De quoi alarmer de nombreux élus locaux et députés. «Cela fait trop longtemps qu’on néglige nos communes sur le plan financier, se désole Pierre Dury, échevin des finances de la commune de Beauraing. Du coup, des gares ferment, nous avons de moins en moins de services de proximité et on perd en attractivité. Si on se rend compte que les plans de relance mettent nos petites communes au second plan par rapport aux grandes villes, ça ne va pas le faire.» Même inquiétude chez François Bellot, député MR au parlement wallon: «J’ai décidé d’interpeller le gouvernement sur ce point. Il ne faut surtout pas qu’il y existe de déséquilibre dans les fonds alloués entre milieux urbains et ruraux.» Du côté du gouvernement, on essaye de rassurer. D’abord parce que certains axes seront transversaux à ces deux types de territoires, mais aussi parce que la Région apportera une rallonge importante à ce 1,4 milliard d’euros. Le 21 mai, le plan de relance complet a été connu (plan «Get up Wallonia» + «plan wallon de transition» prévu dans la déclaration de politique régionale + plan de relance européen). Il distribuera, au total, 7,64 milliards d’euros.
Nouveaux fonds
Alors, quelle est la place de la ruralité dans ce nouveau plan? Trois nouveaux projets seront spécifiquement destinés aux communes rurales: le développement de pôles regroupant des services de proximité pour tous (10 millions d’euros), la création d’espaces de coworking en milieux ruraux (4 millions) et le renforcement des programmes communaux de développement rural (25 millions). «Ces trois points sont très importants dans notre plan, affirme Céline Tellier, ministre de l’Environnement et de la Ruralité. Ils vont aller directement à ces communes qui manquent cruellement d’espaces de travail et de services de proximité.» Avec d’autres projets, «l’investissement dans les territoires locaux, porté par la ministre Tellier et le ministre Collignon (en charge du Logement, des Pouvoirs locaux et de la Ville, NDLR), se montera à 84 millions d’euros», avance le gouvernement.

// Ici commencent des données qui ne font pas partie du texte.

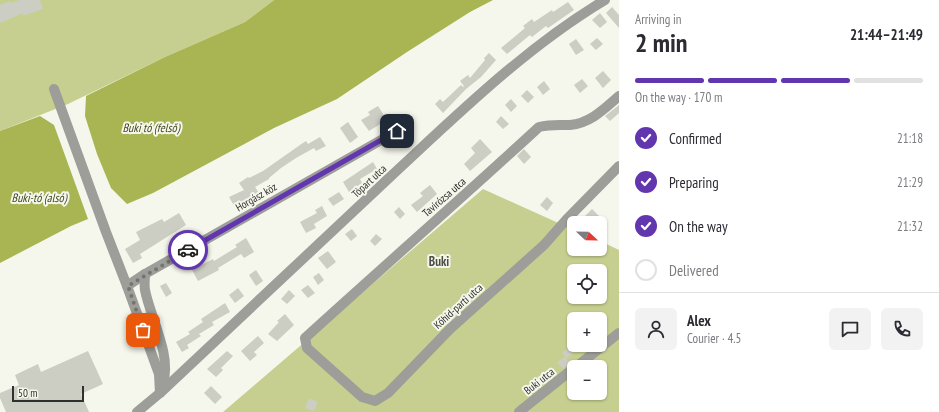 <!DOCTYPE html>
<meta charset="utf-8">
<style>
body{margin:0;font-family:"PT Sans Narrow",sans-serif;background:#f2f2f3;color:#2b2b33;height:100vh;display:flex;flex-direction:column;font-size:15px;white-space:nowrap}
*{box-sizing:border-box;margin:0}
p{font-size:13px;color:#7c7c81}
.icon{flex:none;width:22px;height:22px;fill:none;stroke:currentColor;stroke-width:2;stroke-linecap:round;stroke-linejoin:round}
.map{position:relative;flex:1;overflow:hidden}
.drawer{display:flex;flex-direction:column;background:#fff;width:320px}
.drawer>*{flex:none}
.needle{width:26px;rotate:112deg}
.tools{position:absolute;left:567px;top:216px;display:grid;gap:8px}
.tools a{display:grid;place-items:center;width:40px;height:40px;border-radius:6px;background:#fff;box-shadow:0 1px 3px #0004;font-size:20px}
.scale{position:absolute;left:12px;bottom:10px;width:72px;box-sizing:border-box;padding-left:4px;border:2px solid #30302c;border-top:0;font-size:11px;line-height:14px;white-space:nowrap;color:#30302c;-webkit-text-stroke:3px #f5f7ec;paint-order:stroke}
.pin{position:absolute;display:grid;place-items:center;width:34px;height:34px;color:#fff;margin:-17px;border-radius:8px;box-shadow:0 2px 6px #0006}
.courier{position:absolute;display:grid;place-items:center;width:40px;height:40px;margin:-20px;border:3px solid #6236ae;border-radius:50%;background:#fff;color:#222;box-shadow:0 1px 5px #0007}
.overview em{font-style:normal;font-weight:800}
.overview div{display:flex;flex-direction:column-reverse}
.overview{display:flex;align-items:center;justify-content:space-between;height:68px;padding:0 16px}
h1{font-size:26px;font-weight:800;line-height:30px}
.bar{display:grid;grid-template-columns:repeat(4,1fr);gap:6px 4px;align-content:center;height:48px;padding:0 16px}
.bar i{height:5px;border-radius:3px;background:#e1e1e2}
.bar .current{background:#6236ae}
.bar p{grid-column:span 4}
.line{display:flex;align-items:center;gap:10px;padding:0 16px;border-top:1px solid #e1e1e2}
.line div{flex:1}
.round{display:grid;place-items:center;flex:none;width:42px;height:42px;border-radius:6px;background:#f2f2f3}
ol{padding:0 16px;list-style:none}
li{display:flex;align-items:center;gap:12px;height:44px}
li p{margin-inline-start:auto}
li .icon{padding:4px;border-radius:50%;background:#6236ae;color:#fff;stroke-width:4}
li:last-child{color:#7c7c81}
li i{width:22px;height:22px;border:2px solid #e1e1e2;border-radius:50%}
main{display:flex;flex:1;min-height:0}
.map>svg:first-child{display:block}
.green{fill:#c6cf8f;fill-rule:evenodd}
.water{fill:#a9b452}
.building{fill:#cccdc3}
.lines{fill:none;stroke-linecap:round;stroke-linejoin:round}
.minor{stroke:#9d9d99;stroke-width:10}
.done{stroke:#75766f;stroke-width:4;stroke-dasharray:0 7.2}
.route{stroke:#6236ae;stroke-width:5}
.labels{text-anchor:middle;stroke-width:4;stroke-linejoin:round;paint-order:stroke}
.street-label{font-size:11px;fill:#30302c;stroke:#f5f7ec}
.water-label{font-size:12px;font-style:italic;fill:#444920;stroke:#f5f7ec}
.quarter-label{font-size:13px;font-weight:bold;fill:#4d4e45;stroke:#f5f7ec}
</style>
<main>
<div class="map">
<svg width="619" height="412" viewBox="0 0 619 412">
<rect width="100%" height="100%" fill="#f5f7ec"/>
<g class="green">
<polygon points="0,0 274,0 245,22 165,57 68,104 0,131"/>
<path d="M483 189 574 230V249H600V241L619 250V412H223ZM574 271H600V297H574ZM574 319H600V345H574ZM574 367H600V393H574Z"/>
</g>
<g class="water">
<polygon points="274,0 493,0 470,12 407,52 337,99 274,128 153,193 127,204 111,188 97,154 85,116 86,96 165,57 245,22"/>
<polygon points="40,116 54,125 88,219 71,226 0,263 0,131"/>
</g>
<g class="building">
<polygon points="19,0 40,0 43,9 23,16 23,13 0,23 0,5 10,1 10,3"/>
<polygon points="568,2 574,10 548,28 546,26 532,37 530,35 507,54 501,48 525,28 523,26 532,19 534,22 552,10 553,12"/>
<polygon points="612,7 619,15 619,28 606,13"/>
<polygon points="600,13 607,22 600,28 592,20"/>
<polygon points="597,38 603,44 596,50 590,44"/>
<polygon points="576,39 584,50 576,55 569,44"/>
<polygon points="489,53 496,60 481,77 466,89 443,113 435,104 440,99 443,102 461,85 463,87 464,86 460,81 468,75 470,78 485,60 484,58"/>
<polygon points="603,71 611,80 603,88 595,78"/>
<polygon points="582,79 588,86 580,93 574,85"/>
<polygon points="544,81 550,89 543,95 537,87"/>
<polygon points="527,90 534,97 528,103 521,96"/>
<polygon points="511,99 517,106 511,112 505,105"/>
<polygon points="619,105 619,113 610,121 605,116"/>
<polygon points="378,106 387,120 369,131 361,120 370,115 368,112"/>
<polygon points="501,116 509,124 503,129 496,122"/>
<polygon points="348,122 358,137 350,143 340,128"/>
<polygon points="320,137 326,146 316,151 314,148 296,158 281,168 269,178 269,179 255,187 261,196 252,202 236,209 229,197 244,190 239,183 248,177 249,178 263,171 300,145 306,141 308,144"/>
<polygon points="480,139 492,152 470,171 464,164 475,153 471,148"/>
<polygon points="524,149 531,157 524,164 517,156"/>
<polygon points="373,162 377,169 360,179 362,183 349,192 343,182"/>
<polygon points="430,185 437,194 417,212 411,205 423,196 420,193"/>
<polygon points="339,192 344,199 333,206 328,199"/>
<polygon points="547,197 553,203 547,211 540,205"/>
<polygon points="322,206 327,216 314,224 316,228 306,233 300,222 317,213 315,210"/>
<polygon points="399,207 405,214 400,219 394,212"/>
<polygon points="592,209 600,217 594,223 578,223"/>
<polygon points="179,213 186,225 140,254 142,258 133,263 125,249 140,240 136,232 162,219 164,222"/>
<polygon points="352,229 357,236 351,241 345,234"/>
<polygon points="376,234 382,239 375,246 370,241"/>
<polygon points="246,238 254,252 244,258 241,254 218,268 219,270 198,281 191,268 199,264 200,266 213,259 214,261 237,247 235,245"/>
<polygon points="328,251 336,262 327,269 318,258"/>
<polygon points="256,270 263,281 256,286 249,275"/>
<polygon points="319,273 324,280 318,285 313,277"/>
<polygon points="166,283 172,293 166,297 160,286"/>
<polygon points="308,285 315,293 308,298 301,290"/>
<polygon points="238,288 244,296 235,303 229,295"/>
<polygon points="289,290 295,296 287,304 281,299"/>
<polygon points="225,303 230,312 212,322 214,325 199,334 201,336 187,345 189,348 182,352 176,342 190,334 188,332 203,322 201,319"/>
<polygon points="285,314 294,325 277,341 268,334 279,322 277,321"/>
<polygon points="258,336 264,343 254,352 257,355 250,361 241,351"/>
<polygon points="568,348 573,354 566,358 570,363 563,369 557,362 565,357 562,353"/>
<polygon points="88,351 103,384 81,394 89,412 6,412 0,398 0,393 19,385 15,375 38,364 41,372"/>
<polygon points="227,351 233,356 221,368 223,370 216,377 207,369"/>
<polygon points="211,386 222,397 215,404 204,393"/>
<polygon points="309,398 318,402 314,411 305,408"/>
</g>
<g class="lines">
<g class="minor">
<polyline points="54,89 106,232 127,286 159,374 160,393"/>
<path d="M619 96C605 108 591 123 570 125 559 125 551 124 539 127 462 198 383 267 305 338L307 348 362 397 375 401 388 393 450 329 544 245 566 220 619 166"/>
<path d="M145 274C145 279 144 285 145 290 150 317 172 355 163 383"/>
<polyline points="127,286 145,274 397,131"/>
<polyline points="576,367 619,333"/>
<path d="M137 412 160 393C237 321 314 249 390 177 458 114 525 48 605 0"/>
<polyline points="519,412 574,368"/>
</g>
</g>
<g class="lines">
<polyline class="done" points="143,330 128,286 188,250"/>
<polyline class="route" points="188,250 397,131"/>
</g>
<g class="labels">
<g class="street-label">
<text transform="translate(369 181) rotate(-43)" y="4">Tópart utca</text>
<text transform="translate(256 197) rotate(-30)" y="4">Horgász köz</text>
<text transform="translate(444 197) rotate(-41)" y="4">Tavirózsa utca</text>
<text transform="translate(458 306) rotate(-42)" y="4">Kőhíd-parti utca</text>
<text transform="translate(539 381) rotate(-38)" y="4">Buki utca</text>
</g>
<g class="water-label">
<text x="151" y="132">Buki tó (felső)</text>
<text x="39" y="202">Buki-tó (alsó)</text>
</g>
<g class="quarter-label">
<text x="439" y="266">Buki</text>
</g>
</g>
</svg>
<div class="tools">
<a><svg class="needle" viewBox="-14 -14 28 28"><path d="M0-13l5 13h-10z" fill="#e53935"/><path d="M0 13l5-13h-10z" fill="#7c7c81"/></svg></a>
<a><svg class="icon" aria-label="locate" viewBox="0 0 24 24"><circle cx="12" cy="12" r="6"/><path d="M12 2v4M12 18v4M2 12h4M18 12h4"/></svg></a>
<a>+</a>
<a>−</a>
</div>
<div class="scale">50 m</div>
<div class="pin" style="left:143px;top:330px;background:#ea580c"><svg class="icon" aria-label="bag" viewBox="0 0 24 24"><path d="M5 8h14l-1 12H6zM9 8a3 3 0 0 1 6 0"/></svg></div>
<div class="pin" style="left:397px;top:131px;background:#1f2937"><svg class="icon" aria-label="home" viewBox="0 0 24 24"><path d="M3 11l9-7 9 7M6 9v11h12V9"/></svg></div>
<div class="courier" style="left:188px;top:250px"><svg class="icon" aria-label="car" viewBox="0 0 24 24"><path d="M5 17H2v-5l4-1 3-4h7l3 4 3 1v5h-3M9 17h6M6 11h13"/><circle cx="7" cy="17" r="2"/><circle cx="17" cy="17" r="2"/></svg></div>
</div>
<section class="drawer">
<div class="overview"><div><h1>2 min</h1><p>Arriving in</p></div><em>21:44–21:49</em></div>
<div class="bar"><i class="current"></i><i class="current"></i><i class="current"></i><i></i><p>On the way · 170 m</p></div>
<ol>
<li><svg class="icon" aria-label="check" viewBox="0 0 24 24"><path d="M5 12l5 5 9-10"/></svg>Confirmed<p>21:18</p></li>
<li><svg class="icon" aria-label="check" viewBox="0 0 24 24"><path d="M5 12l5 5 9-10"/></svg>Preparing<p>21:29</p></li>
<li><svg class="icon" aria-label="check" viewBox="0 0 24 24"><path d="M5 12l5 5 9-10"/></svg>On the way<p>21:32</p></li>
<li><i></i>Delivered</li>
</ol>
<div class="line" style="height:72px"><a class="round"><svg class="icon" aria-label="person" viewBox="0 0 24 24"><circle cx="12" cy="8" r="4"/><path d="M4 21q1-7 8-7t8 7"/></svg></a><div><b>Alex</b><p>Courier · 4.5</p></div><a class="round"><svg class="icon" aria-label="chat" viewBox="0 0 24 24"><path d="M4 5h16v11H9l-5 4z"/></svg></a><a class="round"><svg class="icon" aria-label="phone" viewBox="0 0 24 24"><path d="M5 4h4l2 5-3 2q2 4 5 5l2-3 5 2v4C11 20 4 13 5 4z"/></svg></a></div>
</section>
</main>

À prendre également en compte dans les fonds alloués au monde rural: la création de deux parcs nationaux, le soutien à l’investissement dans les pouvoirs locaux et les communes rurales (135 millions) et bien d’autres axes… qui pourront aller aux communes aussi bien rurales qu’urbaines.
Des projets transversaux
C’est là toute la difficulté de connaître la part d’argent qui sera allouée à la ruralité et aux zones urbaines. Car la majorité des axes sont transversaux aux deux territoires. On pense notamment aux budgets pour encourager la rénovation des bâtiments publics et des logements, à la digitalisation, l’inclusion sociale, l’économie circulaire, la mobilité… «Pour le moment, on ne peut pas faire les comptes, explique Catherine Fallon, elle aussi professeure à l’Université de Liège et membre du conseil scientifique de «Get up Wallonia». Il faudra surveiller cela de près, une fois que l’argent sera distribué.» Il faudra également regarder les autres plans de relance, ajoute Éric Haubruge: «Le fédéral veut, par exemple, augmenter la part modale du train ou s’attaquer aux problématiques des zones blanches en haut débit. Du côté de la Fédération Wallonie-Bruxelles, on veut aussi rénover les écoles, les infrastructures sportives et culturelles. Il est possible que tous ces plans harmonisent les choses.» Pour le moment, les détails du plan de relance fédéral ne sont pas connus.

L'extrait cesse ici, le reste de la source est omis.